Create conda/mamba environment.#
Download environment-examples.yml
To create the conda environment follow the steps below:
conda env create -f environment-examples.yml
conda activate gdptools-examples
jupyter lab
2 Import Libraries and Create Sample Data#
import geopandas as gpd
import matplotlib.pyplot as plt
from shapely.geometry import Polygon
from gdptools import WeightGenP2P # Adjust import if needed
# Define sample source polygons with an intensive variable (temperature)
# and an extensive variable (population).
source_polys = gpd.GeoDataFrame({
'source_id': [1, 2],
'temp': [10.0, 20.0], # Intensive variable (e.g., temperature in °C)
'population': [100, 200], # Extensive variable (e.g., total population)
'geometry': [
Polygon([(0, 0), (1, 0), (1, 2), (0, 2)]), # Source polygon 1
Polygon([(1, 0), (2, 0), (2, 2), (1, 2)]) # Source polygon 2
]
}, crs="EPSG:3857")
# Define a target polygon that overlaps both source polygons.
target_polys = gpd.GeoDataFrame({
'target_id': [100],
'geometry': [
Polygon([(0.5, 0.5), (1.5, 0.5), (1.5, 1.5), (0.5, 1.5)]) # Target polygon
]
}, crs="EPSG:3857")
2. Visualize the Source and Target Polygons#
# Create side-by-side plots to visualize both the population and temperature distribution
fig, axes = plt.subplots(1, 2, figsize=(10, 5))
# Plot population on the left panel
source_polys.plot(column='population', ax=axes[0],
legend=True, cmap='Blues', edgecolor='black')
target_polys.boundary.plot(ax=axes[0], color='red', linewidth=2)
axes[0].set_title('Source Polygons: Population')
axes[0].set_axis_off()
# Plot temperature on the right panel
source_polys.plot(column='temp', ax=axes[1],
legend=True, cmap='OrRd', edgecolor='black')
target_polys.boundary.plot(ax=axes[1], color='red', linewidth=2)
axes[1].set_title('Source Polygons: Temperature')
axes[1].set_axis_off()
plt.tight_layout()
plt.show()
3. Compute Intersections Weights with WeightGenP2P#
# Initialize WeightGenP2P to calculate the area-intersection weights between target and source polygons.
weight_gen = WeightGenP2P(
target_poly=target_polys,
target_poly_idx="target_id",
source_poly=source_polys,
source_poly_idx="source_id",
method="serial", # Use serial processing for this demo
weight_gen_crs=5070, # Equal-area crs value
output_file='int_ext_weights.csv', # Save output if desired, or set to None
jobs=4
)
weights = weight_gen.calculate_weights()
print("Calculated weights:")
weights
Calculated weights:
| source_id | target_id | source_id_area | target_id_area | area_weight | normalized_area_weight | |
|---|---|---|---|---|---|---|
| 0 | 1 | 100 | 1.986611 | 0.993306 | 0.496653 | 0.5 |
| 1 | 2 | 100 | 1.986611 | 0.993306 | 0.496653 | 0.5 |
4. Merge Source Attributes with Weights#
# To complete merge we need to cast `source_id` as str in both datasets
weights['source_id'] = weights['source_id'].astype(str)
source_polys['source_id'] = source_polys['source_id'].astype(str)
# Merge the calculated weights with the corresponding source attributes
w = weights.merge(
source_polys[['source_id', 'temp', 'population']],
on='source_id'
)
print("Weights merged with source attributes:")
w
Weights merged with source attributes:
| source_id | target_id | source_id_area | target_id_area | area_weight | normalized_area_weight | temp | population | |
|---|---|---|---|---|---|---|---|---|
| 0 | 1 | 100 | 1.986611 | 0.993306 | 0.496653 | 0.5 | 10.0 | 100 |
| 1 | 2 | 100 | 1.986611 | 0.993306 | 0.496653 | 0.5 | 20.0 | 200 |
5. Perform Aggregation for Intensive and Extensive Variables#
Separately compute the intensive (weighted mean) and extensive (weighted sum) aggregations.
Detailed Separation of Intensive vs.

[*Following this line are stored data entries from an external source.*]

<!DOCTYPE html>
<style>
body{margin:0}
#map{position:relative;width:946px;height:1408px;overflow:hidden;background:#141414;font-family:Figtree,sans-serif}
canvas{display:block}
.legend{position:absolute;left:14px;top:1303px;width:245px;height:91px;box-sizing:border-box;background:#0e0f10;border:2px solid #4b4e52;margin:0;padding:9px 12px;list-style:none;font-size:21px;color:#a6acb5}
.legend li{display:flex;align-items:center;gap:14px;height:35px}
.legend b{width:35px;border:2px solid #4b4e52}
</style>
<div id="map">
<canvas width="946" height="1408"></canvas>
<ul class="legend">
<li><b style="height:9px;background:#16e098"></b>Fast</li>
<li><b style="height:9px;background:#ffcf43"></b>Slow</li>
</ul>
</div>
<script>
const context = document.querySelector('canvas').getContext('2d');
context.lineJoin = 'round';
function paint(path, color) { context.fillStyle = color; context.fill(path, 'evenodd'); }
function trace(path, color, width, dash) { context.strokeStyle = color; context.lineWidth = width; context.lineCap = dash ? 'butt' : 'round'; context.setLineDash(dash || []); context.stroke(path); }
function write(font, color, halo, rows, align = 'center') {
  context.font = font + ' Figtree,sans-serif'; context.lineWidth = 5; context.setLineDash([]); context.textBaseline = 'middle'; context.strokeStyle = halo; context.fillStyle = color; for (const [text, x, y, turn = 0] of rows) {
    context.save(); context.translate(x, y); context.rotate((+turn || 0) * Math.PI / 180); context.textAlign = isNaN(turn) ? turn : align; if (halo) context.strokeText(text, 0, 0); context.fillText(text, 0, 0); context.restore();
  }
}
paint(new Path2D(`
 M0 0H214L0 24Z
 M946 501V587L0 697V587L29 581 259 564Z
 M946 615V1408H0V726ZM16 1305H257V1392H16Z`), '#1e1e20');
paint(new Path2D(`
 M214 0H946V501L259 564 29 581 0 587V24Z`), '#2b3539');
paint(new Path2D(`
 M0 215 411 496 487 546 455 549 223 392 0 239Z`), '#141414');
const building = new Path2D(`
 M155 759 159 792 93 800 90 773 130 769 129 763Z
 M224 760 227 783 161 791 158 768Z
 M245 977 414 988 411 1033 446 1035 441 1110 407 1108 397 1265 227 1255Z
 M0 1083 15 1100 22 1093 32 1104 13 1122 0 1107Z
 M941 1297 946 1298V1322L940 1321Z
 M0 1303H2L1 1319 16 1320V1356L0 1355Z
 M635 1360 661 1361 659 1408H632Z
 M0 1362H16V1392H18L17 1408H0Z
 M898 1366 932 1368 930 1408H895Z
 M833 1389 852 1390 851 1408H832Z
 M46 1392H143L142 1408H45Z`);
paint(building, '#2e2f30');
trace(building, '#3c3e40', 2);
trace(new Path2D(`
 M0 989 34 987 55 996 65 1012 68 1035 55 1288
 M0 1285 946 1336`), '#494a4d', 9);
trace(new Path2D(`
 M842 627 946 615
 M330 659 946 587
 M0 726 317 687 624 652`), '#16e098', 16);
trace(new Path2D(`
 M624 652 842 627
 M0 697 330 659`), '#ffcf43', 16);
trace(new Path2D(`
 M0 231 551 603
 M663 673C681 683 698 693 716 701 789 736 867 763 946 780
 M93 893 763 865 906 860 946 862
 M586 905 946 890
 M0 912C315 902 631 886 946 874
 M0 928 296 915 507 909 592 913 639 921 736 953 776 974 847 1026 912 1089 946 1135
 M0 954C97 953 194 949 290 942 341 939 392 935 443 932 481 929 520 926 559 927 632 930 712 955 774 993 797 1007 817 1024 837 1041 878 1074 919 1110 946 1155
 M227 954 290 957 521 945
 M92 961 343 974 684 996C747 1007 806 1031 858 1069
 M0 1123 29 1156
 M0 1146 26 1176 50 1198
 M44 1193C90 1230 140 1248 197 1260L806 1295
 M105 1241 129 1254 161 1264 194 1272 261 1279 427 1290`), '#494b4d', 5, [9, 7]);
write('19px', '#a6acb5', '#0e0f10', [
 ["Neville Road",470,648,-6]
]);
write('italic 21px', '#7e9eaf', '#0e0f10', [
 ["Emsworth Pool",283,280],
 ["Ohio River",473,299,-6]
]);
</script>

Extensive Aggregation#
# Intensive Variable Aggregation (Area-Weighted Mean)
# Multiply each temperature value by the intersection area for weighting.
w["temp_area_product"] = w["temp"] * w["area_weight"]
# For each target polygon, sum up the weighted temperatures and the total intersection area.
intensive_agg = (
w.groupby("target_id")
.agg(
total_temp_area = ("temp_area_product", "sum"),
total_area = ("area_weight", "sum")
)
.reset_index()
)
# Compute the area-weighted mean temperature.
intensive_agg["temp_weighted_mean"] = intensive_agg["total_temp_area"] / intensive_agg["total_area"]
# Extensive Variable Aggregation (Prorated Sum)
# For population, prorate the source's population by the fraction of its area in the target.
# The column "source_id_area" should represent the total area of the source polygon.
w["population_prorated"] = w["population"] * (w["area_weight"] / w["source_id_area"])
# Sum the prorated population for each target polygon.
extensive_agg = (
w.groupby("target_id")
.agg(total_population = ("population_prorated", "sum"))
.reset_index()
)
# --- Combine Aggregation Results ---
# Merge the intensive and extensive aggregation results by target_id.
agg_detailed = intensive_agg.merge(extensive_agg, on="target_id")
# Display the detailed aggregation results.
print("Detailed Aggregation Result:")
print(agg_detailed[["target_id", "temp_weighted_mean", "total_population"]])
Detailed Aggregation Result:
target_id temp_weighted_mean total_population
0 100 15.0 75.0
View intensive and extensive aggretation results separately#
intensive_agg
| target_id | total_temp_area | total_area | temp_weighted_mean | |
|---|---|---|---|---|
| 0 | 100 | 14.899584 | 0.993306 | 15.0 |
extensive_agg
| target_id | total_population | |
|---|---|---|
| 0 | 100 | 75.0 |
Summary of Results#
Given the context of intensive and extensive variables, the results of the aggregation we can understand the results as follows:
Intensive Variables: The resulting value of 15 can be understood as the average temperature across the source polygons, weighted by their area of overlap with the target polygon. Since the target polygon has equal area contributions from the source polygons, this value reflects the average temperature per unit area, which is consistent with the definition of an intensive variable.
Extensive Variables: The resulting value of 75 represents the total population across the source polygons, weighted by their area of overlap with the target polygon. Since each source polygon has an intersection area of 1/4 of the target polygon, the total population is effectively summed across the source polygons, (0.25 * 100) + (0.25 * 200) = 75hich aligns with the definition of an extensive variable. This value indicates the total number of individuals represented in the target polygon based on the contributions from each source polygon.